Inhibition de la réponse immunitaire

69 % des porcelets du groupe A- étaient virémiques une semaine après la seconde injection, contre 6 % pour l’autre groupe, soit un seul porcelet. De plus, la proportion d’animaux virémiques du groupe A+ est restée à des niveaux inférieurs par rapport au groupe A- (31 % à 2 semaines après la seconde injection [S2] et 25 % à 4 semaines [S4], contre 50 % à S2 et S4). 4 semaines après la seconde injection, 94 % des animaux du groupe A-V+ ont présenté une séroconversion contre 44 % pour le groupe A+V+. Bien qu’aucune différence significative n’ait été observée pour le nombre de cellules sécrétrices d’IFNg spécifiques du SDRP, le seul porcelet qui présentait une virémie une semaine après la seconde injection avait un niveau de réponse IFNg 16 fois plus élevé que la réponse moyenne des autres animaux de son groupe.

Réduction de la charge virale

Après inoculation, la clinique était modérée, sans différence notable entre les animaux vaccinés et les animaux non vaccinés. Les charges virales des porcelets A-V+ à J4 et J10 postinoculation (pi) étaient significativement plus faibles que celles des animaux V-. Aucune différence n’était en revanche observée entre les porcelets des groupes A+V+ et V-. De plus, une corrélation négative entre la réponse IFNg spécifique et la virémie est notée pour les groupes inoculés à J7 et J15 pi. à l’exception d’un seul porcelet A+V+, tous les animaux en contact avec les infectés ont été contaminés par le virus, sans que les charges virales des porcelets A+V+ soient différentes de celles des V-. De plus, les animaux au contact du groupe A-V+ présentaient à J7 pi une virémie significativement plus faible que les V- et que les A+V+. Pour les auteurs, ces résultats confirment l’inhibition de la réplication de la souche vaccinale et de l’induction d’une réponse immune par les Anom et montrent leur interférence sur l’efficacité vaccinale. L’hypothèse évoquée est celle d’une moins bonne protection cellulaire. à noter qu’à la différence du précédent essai la virémie vaccinale est plus précoce chez les porcelets du groupe A+, en lien probablement, selon les chercheurs, avec la seconde injection de primovaccination. De plus, la nécessité de procéder à une seconde injection et les taux élevés d’IFNg retrouvés au moment de la première injection suggèrent qu’une réponse antivirale non spécifique pourrait également affecter l’efficacité vaccinale.
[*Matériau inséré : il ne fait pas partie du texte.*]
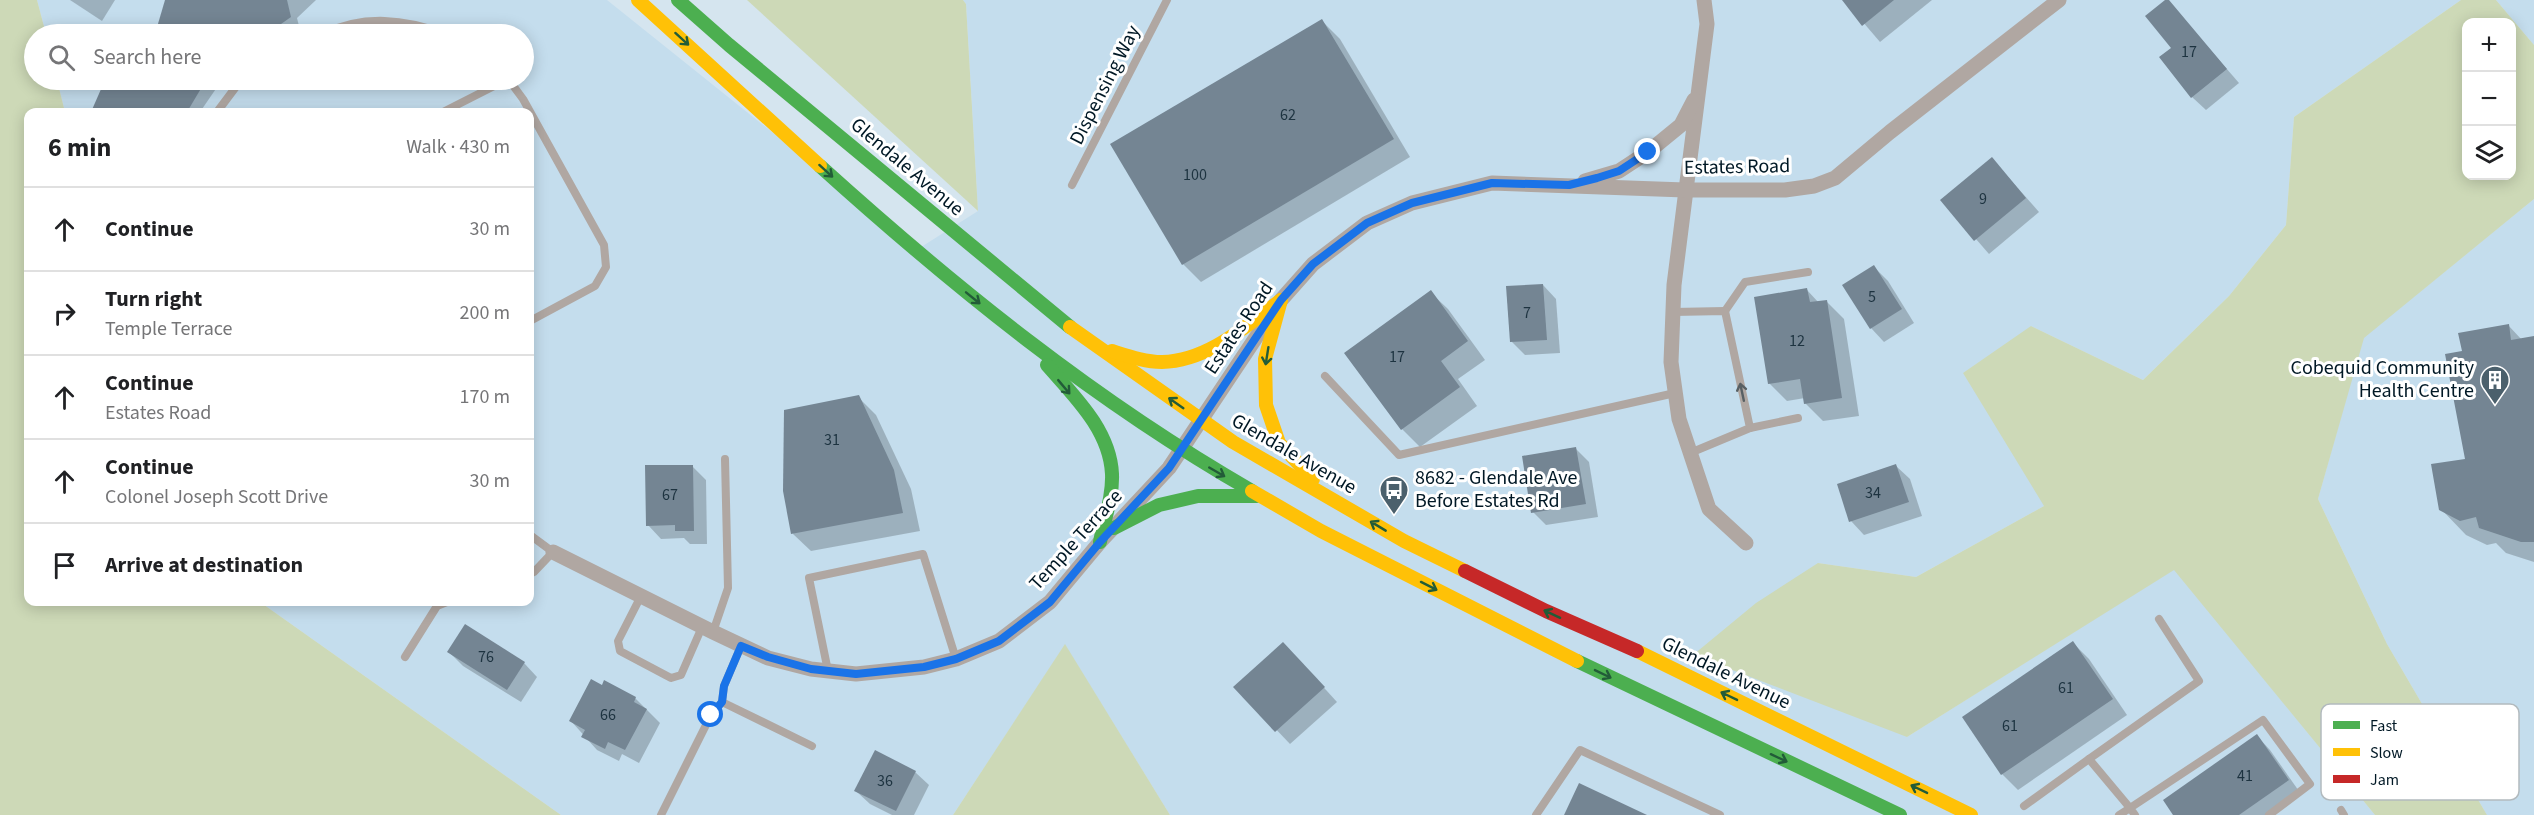 <!DOCTYPE html>
<meta charset="utf-8">
<style>
:root{--surface:#fff;--page:#f6f6f6;--text:#202124;--muted:#757577;--line:#e0e0e0}
body{margin:0;font-family:"Source Sans 3",sans-serif;background:var(--page);color:var(--text)}
.controls{position:absolute;right:18px;top:18px;display:grid;overflow:hidden;border-radius:12px;box-shadow:0 3px 15px #0003}
.controls button{width:54px;height:54px;display:grid;place-items:center;padding:0;border:0;border-bottom:2px solid var(--line);background:var(--surface);color:var(--text);font:30px sans-serif}
.stop{position:absolute;width:18px;height:18px;margin:-14px;border:4px solid #1a73e8;border-radius:50%;background:#fff}
.stop.end{background:#1a73e8;border-color:#fff;box-shadow:0 2px 6px #0008}
.list{margin:0;padding:0;list-style:none}
h2{display:flex;justify-content:space-between;align-items:center;height:78px;margin:0;padding:0 24px;font-size:26px}
h2 small{font-size:20px;font-weight:400;color:var(--muted)}
.list li{display:grid;grid-template-columns:39px 1fr auto;gap:18px;align-items:center;box-sizing:border-box;height:84px;padding:0 24px;border-top:2px solid var(--line)}
.list b{display:block;font-size:22px;white-space:nowrap}
.list p{margin:0;font-size:20px;white-space:nowrap;color:var(--muted)}
.list em{font-size:20px;font-style:normal;color:var(--muted)}
.icon{flex:none;width:33px;height:33px;fill:none;stroke:currentColor;stroke-width:2;stroke-linecap:round;stroke-linejoin:round}
.map{position:relative;flex:none;width:2534px;height:815px;overflow:hidden}
.search{position:absolute;background:var(--surface);box-shadow:0 3px 15px #0003;left:24px;top:24px;width:510px;height:66px;display:flex;align-items:center;gap:15px;box-sizing:border-box;padding:0 21px;border-radius:33px;color:var(--muted);font-size:22px}
.panel{position:absolute;background:var(--surface);box-shadow:0 3px 15px #0003;left:24px;top:108px;width:510px;height:498px;border-radius:12px}
.map>svg:first-child{display:block}
.built{fill:#c4dded}
.green{fill:#cdd9b7;fill-rule:evenodd}
.shadow{fill:#0003}
.building{fill:#748593}
.lines{fill:none;stroke-linecap:round;stroke-linejoin:round}
.lane{stroke:#b0a7a2;stroke-width:8}
.street{stroke:#b0a7a2;stroke-width:15}
.fast{stroke:#4caf50;stroke-width:14}
.slow{stroke:#ffc107;stroke-width:14}
.jam{stroke:#c62828;stroke-width:14}
.oneway{stroke:#225c38}
.oneway2{stroke:#586064}
.route{stroke:#1a73e8;stroke-width:8}
.labels{text-anchor:middle;dominant-baseline:central;stroke-width:6;stroke-linejoin:round;paint-order:stroke}
.number-label{font-size:16px;fill:#1d3340}
.street-label{font-size:20px;fill:#001825;stroke:#fff}
.poi-label{font-size:20px;fill:#001825;stroke:#fff;text-anchor:end}
.key{fill:#fff;stroke:#b2babe;stroke-width:1.5}
.key-label{font-size:16px;fill:#001825}
</style>
<div class="map">
<svg width="2534" height="815" viewBox="0 0 2534 815">
<rect width="100%" height="100%" fill="#d5e5ef"/>
<!-- built -->
<g class="built">
<path d="M37 0H607L918 249 978 211 966 4 963 0H2461L2294 117 2286 225 2229 296 2143 380 2031 326 2044 506 1916 577 1818 563 1907 737 2174 569 2375 815H1170L1065 645 953 815H561L260 602H530V112H65L57 80H524V34H46Z"/>
<path d="M2496 0H2534V45Z"/>
<path d="M2534 199V815H2487L2387 644 2318 499 2363 338Z"/>
</g>
<!-- green -->
<g class="green">
<path d="M0 0H37L46 34H34V80H57L65 112H28V602H260L561 815H0Z"/>
<path d="M747 0H963L966 4 978 211Z"/>
<path d="M2461 0H2496L2534 45V199L2364 338 2318 499 2387 644 2487 815H2375L2174 570 1907 737 1693 655 1756 603 1818 563 1916 577 2044 506 1963 373 2031 326 2143 380 2229 296 2286 225 2294 117ZM2512 22V176H2466V22Z"/>
<path d="M1065 644 1170 815H953Z"/>
</g>
<!-- shadow -->
<g class="shadow">
<path d="M70 0H115L102 21Z"/>
<path d="M166 0H316L297 18 299 26 284 34H157Z"/>
<path d="M1844 0H1932L1880 42Z"/>
<path d="M2167 0 2239 83 2206 110 2192 97 2173 48Z"/>
<path d="M1322 21 1340 39 1410 157 1201 282 1183 264Z"/>
<path d="M128 28 151 34H125Z"/>
<path d="M107 80H222L200 112H93Z"/>
<path d="M1992 159 2039 212 1989 254 1942 200Z"/>
<path d="M1874 267 1888 281 1914 323 1884 342 1871 328Z"/>
<path d="M1543 285 1556 299 1560 353 1525 355 1512 342Z"/>
<path d="M1807 290 1819 303 1826 301 1844 319 1859 416 1823 421 1805 403V398L1787 401 1769 383Z"/>
<path d="M1430 292 1448 309 1485 360 1458 379 1477 406 1420 447 1402 429 1346 353Z"/>
<path d="M2508 325 2522 340 2534 337V562L2506 553 2496 543 2487 545 2466 535 2441 509 2467 460 2464 352Z"/>
<path d="M858 397 876 415 911 489 920 531 811 551 793 534Z"/>
<path d="M1576 449 1589 462 1598 517 1546 525 1533 512Z"/>
<path d="M692 466 706 480 707 544H690L684 538 661 539 648 525Z"/>
<path d="M1896 466 1910 479 1922 516 1864 535 1851 521Z"/>
<path d="M2073 643 2089 659 2127 715 2018 790 2002 774 1964 718Z"/>
<path d="M449 652 524 663 537 677 521 702 463 666Z"/>
<path d="M1296 657 1337 702 1290 744 1236 687Z"/>
<path d="M635 698 660 723 639 763 622 754 619 761 597 750 571 721Z"/>
<path d="M2257 736 2270 750 2301 794 2271 815H2175Z"/>
<path d="M915 772 929 785 914 815H892L870 804 856 791Z"/>
</g>
<!-- building -->
<g class="building">
<path d="M165 0H287L291 17 281 24 253 34H155Z"/>
<path d="M1842 0H1894L1862 26Z"/>
<path d="M2165 0H2169L2227 69 2191 98 2159 57 2171 48 2145 16Z"/>
<path d="M1322 19 1394 139 1182 265 1110 144Z"/>
<path d="M105 80H206L187 112H91Z"/>
<path d="M1992 157 2026 198 1974 241 1940 200Z"/>
<path d="M1874 265 1902 309 1870 329 1842 285Z"/>
<path d="M1543 284 1547 340 1510 342 1506 286Z"/>
<path d="M1807 288 1810 302 1827 300 1842 398 1804 404 1800 379 1768 384 1754 297Z"/>
<path d="M1431 290 1468 341 1441 361 1460 387 1401 430 1344 353Z"/>
<path d="M2509 324 2511 340 2534 336V542H2521L2479 528 2476 517 2460 521 2439 510 2431 464 2465 459 2445 354 2462 351 2458 333Z"/>
<path d="M859 395 894 470 903 513 791 534 783 491 784 410Z"/>
<path d="M1576 447 1586 504 1531 513 1522 456Z"/>
<path d="M1896 464 1909 502 1849 522 1837 484Z"/>
<path d="M645 465H693L694 531H675V525L646 526Z"/>
<path d="M465 624 525 662 507 690 447 652Z"/>
<path d="M2073 641 2113 699 2001 775 1962 717Z"/>
<path d="M1283 642 1325 687 1275 732 1233 687Z"/>
<path d="M591 679 602 685 604 680 636 697 634 702 647 709 625 750 608 742 605 749 581 737 585 730 569 721Z"/>
<path d="M2257 734 2289 780 2239 815H2173L2163 800Z"/>
<path d="M875 750 916 771 896 811 854 791Z"/>
<path d="M1579 783 1647 815H1564Z"/>
</g>
<g class="lines">
<!-- lane -->
<g class="lane">
<path d="M323 34C364 14 405 19 446 34"/>
<path d="M509 80 523 99 604 245 606 267 595 286 530 321"/>
<path d="M217 112 241 80"/>
<path d="M443 112 506 80"/>
<path d="M1072 185 1167 0"/>
<path d="M1725 311 1745 282 1808 272"/>
<path d="M1673 312 1725 311 1750 428 1690 453"/>
<path d="M1325 376 1399 455 1675 393"/>
<path d="M1750 428 1798 418"/>
<path d="M530 535 553 552 534 572 530 574"/>
<path d="M641 596 618 641 620 651 671 678 681 675 702 627"/>
<path d="M713 632 728 588 725 459"/>
<path d="M741 646 724 686 722 702 812 746"/>
<path d="M405 657 437 606 447 602"/>
<path d="M828 671 809 578 923 554 956 659"/>
<path d="M2089 759 2199 681 2159 619"/>
<path d="M2024 806 2089 759 2130 808 2119 815"/>
<path d="M2341 810 2344 815"/>
<path d="M661 815 711 715 722 702"/>
<path d="M1536 815 1580 750 1720 815"/>
<path d="M2135 815 2130 808 2263 720 2310 784 2269 815"/>
</g>
<!-- street -->
<g class="street">
<path d="M1704 0 1707 24 1674 285 1671 362 1679 419 1709 509 1746 543"/>
<path d="M1585 181 1619 171 1648 152 1681 125 1694 100"/>
<path d="M553 552 713 632 768 658 811 669 856 674 924 667 956 659 999 641 1050 602 1100 542 1169 468 1281 300 1313 264 1367 223 1412 203 1492 183 1685 190H1785L1814 186 1835 178 1890 132 2059 0"/>
</g>
<!-- fast -->
<g class="fast">
<path d="M678 0 729 45 1070 327"/>
<path d="M820 166C954 287 1095 401 1252 491"/>
<path d="M1047 365C1074 396 1110 430 1112 474 1113 497 1104 520 1100 542"/>
<path d="M1114 528 1159 505 1198 496H1257"/>
<path d="M1577 661 1900 815"/>
</g>
<!-- slow -->
<g class="slow">
<path d="M638 0 820 166"/>
<path d="M1281 300 1265 359 1266 405 1279 443 1313 479"/>
<path d="M1070 327 1233 442 1404 541 1465 571"/>
<path d="M1112 351C1128 356 1145 362 1162 362 1208 361 1246 326 1281 300"/>
<path d="M1252 491 1321 531 1577 661"/>
<path d="M1637 651 1971 815"/>
</g>
<!-- jam -->
<path class="jam" d="M1465 571 1546 611 1637 651"/>
</g>
<!-- one-way arrows -->
<defs><path id="oneway-shaft" d="M-6 0H5M1.5-3L5.5 0L1.5 3" fill="none" stroke-width="1.6" stroke-linecap="round" stroke-linejoin="round" transform="scale(1.5)"/></defs>
<g class="oneway">
<use href="#oneway-shaft" transform="translate(682 39) rotate(42)"/>
<use href="#oneway-shaft" transform="translate(826 171) rotate(42)"/>
<use href="#oneway-shaft" transform="translate(973 298) rotate(39)"/>
<use href="#oneway-shaft" transform="translate(1267 356) rotate(99)"/>
<use href="#oneway-shaft" transform="translate(1064 387) rotate(50)"/>
<use href="#oneway-shaft" transform="translate(1176 403) rotate(-145)"/>
<use href="#oneway-shaft" transform="translate(1217 472) rotate(30)"/>
<use href="#oneway-shaft" transform="translate(1378 526) rotate(-149)"/>
<use href="#oneway-shaft" transform="translate(1429 586) rotate(27)"/>
<use href="#oneway-shaft" transform="translate(1552 614) rotate(-155)"/>
<use href="#oneway-shaft" transform="translate(1603 674) rotate(26)"/>
<use href="#oneway-shaft" transform="translate(1729 696) rotate(-154)"/>
<use href="#oneway-shaft" transform="translate(1779 758) rotate(25)"/>
<use href="#oneway-shaft" transform="translate(1919 789) rotate(-154)"/>
</g>
<use class="oneway2" href="#oneway-shaft" transform="translate(1742 392) rotate(-102)"/>
<g class="lines">
<!-- route -->
<path class="route" d="M711 715 722 702 724 686 741 646 768 657 811 669 856 674 924 667 956 659 999 641 1050 602 1100 542 1169 468 1281 300 1313 264 1367 223 1412 203 1492 183 1569 185 1597 178 1619 171 1648 152"/>
</g>
<!-- icons -->
<defs>
<g id="building-pin" transform="scale(1.5)"><path d="M0 17L-7.5 6A9.5 9.5 0 1 1 7.5 6Z" fill="#4b606c" stroke="#fff"/><path d="M-4-6H4V6H1V3H-1V6H-4ZM-2.5-4.3h1.7v1.8h-1.7ZM.8-4.3h1.7v1.8H.8ZM-2.5-1h1.7V.8h-1.7ZM.8-1h1.7V.8H.8Z" fill="#fff"/></g>
<g id="bus-pin" transform="scale(1.5)"><path d="M0 17L-7.5 6A9.5 9.5 0 1 1 7.5 6Z" fill="#4b606c" stroke="#fff"/><path d="M-5-6H5V4H4V6H2V4H-2V6H-4V4H-5ZM-3.5-4V0h7V-4ZM-3.5 1.2v1.5H-2V1.2ZM2 1.2v1.5H3.5V1.2Z" fill="#fff"/></g>
</defs>
<g fill-rule="evenodd">
<use href="#building-pin" x="2495" y="380"/>
<use href="#bus-pin" x="1394" y="490"/>
</g>
<g class="labels">
<!-- number labels -->
<g class="number-label">
<text x="2189" y="52">17</text>
<text x="1288" y="115">62</text>
<text x="1195" y="175">100</text>
<text x="1983" y="199">9</text>
<text x="1872" y="297">5</text>
<text x="1527" y="313">7</text>
<text x="1797" y="341">12</text>
<text x="1397" y="357">17</text>
<text x="832" y="440">31</text>
<text x="1873" y="493">34</text>
<text x="670" y="495">67</text>
<text x="486" y="657">76</text>
<text x="2066" y="688">61</text>
<text x="608" y="715">66</text>
<text x="2010" y="726">61</text>
<text x="2245" y="776">41</text>
<text x="885" y="781">36</text>
</g>
<!-- street labels -->
<g class="street-label">
<text transform="translate(1105 85) rotate(-63)">Dispensing Way</text>
<text transform="translate(907 167) rotate(40)">Glendale Avenue</text>
<text transform="translate(1737 167) rotate(-1)">Estates Road</text>
<text transform="translate(1239 328) rotate(-56)">Estates Road</text>
<text transform="translate(1294 454) rotate(30)">Glendale Avenue</text>
<text transform="translate(1076 540) rotate(-48)">Temple Terrace</text>
<text transform="translate(1726 673) rotate(26)">Glendale Avenue</text>
</g>
<!-- poi labels -->
<g class="poi-label">
<text x="2474" y="368">Cobequid Community<tspan x="2474" dy="23">Health Centre</tspan></text>
<text x="1415" y="478" text-anchor="start">8682 - Glendale Ave<tspan x="1415" dy="23">Before Estates Rd</tspan></text>
</g>
</g>
<!-- legend -->
<rect x="2321" y="704" width="198" height="96" rx="9" class="key"/>
<rect x="2333" y="721" width="27" height="8" fill="#4caf50"/>
<rect x="2333" y="748" width="27" height="8" fill="#ffc107"/>
<rect x="2333" y="775" width="27" height="8" fill="#c62828"/>
<g class="key-label">
<text x="2370" y="731">Fast</text>
<text x="2370" y="758">Slow</text>
<text x="2370" y="785">Jam</text>
</g>
</svg>
<div class="controls">
<button>+</button>
<button>−</button>
<button><svg class="icon" aria-label="layers" viewBox="0 0 24 24"><path d="M12 4l9 5-9 5-9-5zM3 14l9 5 9-5"/></svg></button>
</div>
<div class="stop" style="left:711px;top:715px"></div>
<div class="stop end" style="left:1648px;top:152px"></div>
<div class="search"><svg class="icon" aria-label="search" viewBox="0 0 24 24"><circle cx="10" cy="10" r="6"/><path d="M15 15l6 6"/></svg>Search here</div>
<section class="panel">
<h2>6 min<small>Walk · 430 m</small></h2>
<ul class="list">
<li><svg class="icon" aria-label="ahead" viewBox="0 0 24 24"><path d="M12 20V5M6 11l6-6 6 6"/></svg><div><b>Continue</b></div><em>30 m</em></li>
<li><svg class="icon" aria-label="right" viewBox="0 0 24 24"><path d="M7 20v-9h11M14 6l5 5-5 5"/></svg><div><b>Turn right</b><p>Temple Terrace</p></div><em>200 m</em></li>
<li><svg class="icon" aria-label="ahead" viewBox="0 0 24 24"><path d="M12 20V5M6 11l6-6 6 6"/></svg><div><b>Continue</b><p>Estates Road</p></div><em>170 m</em></li>
<li><svg class="icon" aria-label="ahead" viewBox="0 0 24 24"><path d="M12 20V5M6 11l6-6 6 6"/></svg><div><b>Continue</b><p>Colonel Joseph Scott Drive</p></div><em>30 m</em></li>
<li><svg class="icon" aria-label="arrive" viewBox="0 0 24 24"><path d="M6 21V4h12l-3 4 3 4H6"/></svg><div><b>Arrive at destination</b></div></li>
</ul>
</section>
</div>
1 Une semaine après la première injection, le génome du virus SDRP n’a été détecté que chez deux porcelets du groupe A-V+ par polymerase chain reaction (PCR) et chez aucun individu du groupe A+V+.

Patricia Renson Chercheuse à l’Anses. Article rédigé d’après une présentation faite lors du congrès annuel de l’AFMVP à Rennes (Ille-et-Vilaine), les 30 novembre et 1 er décembre 2017.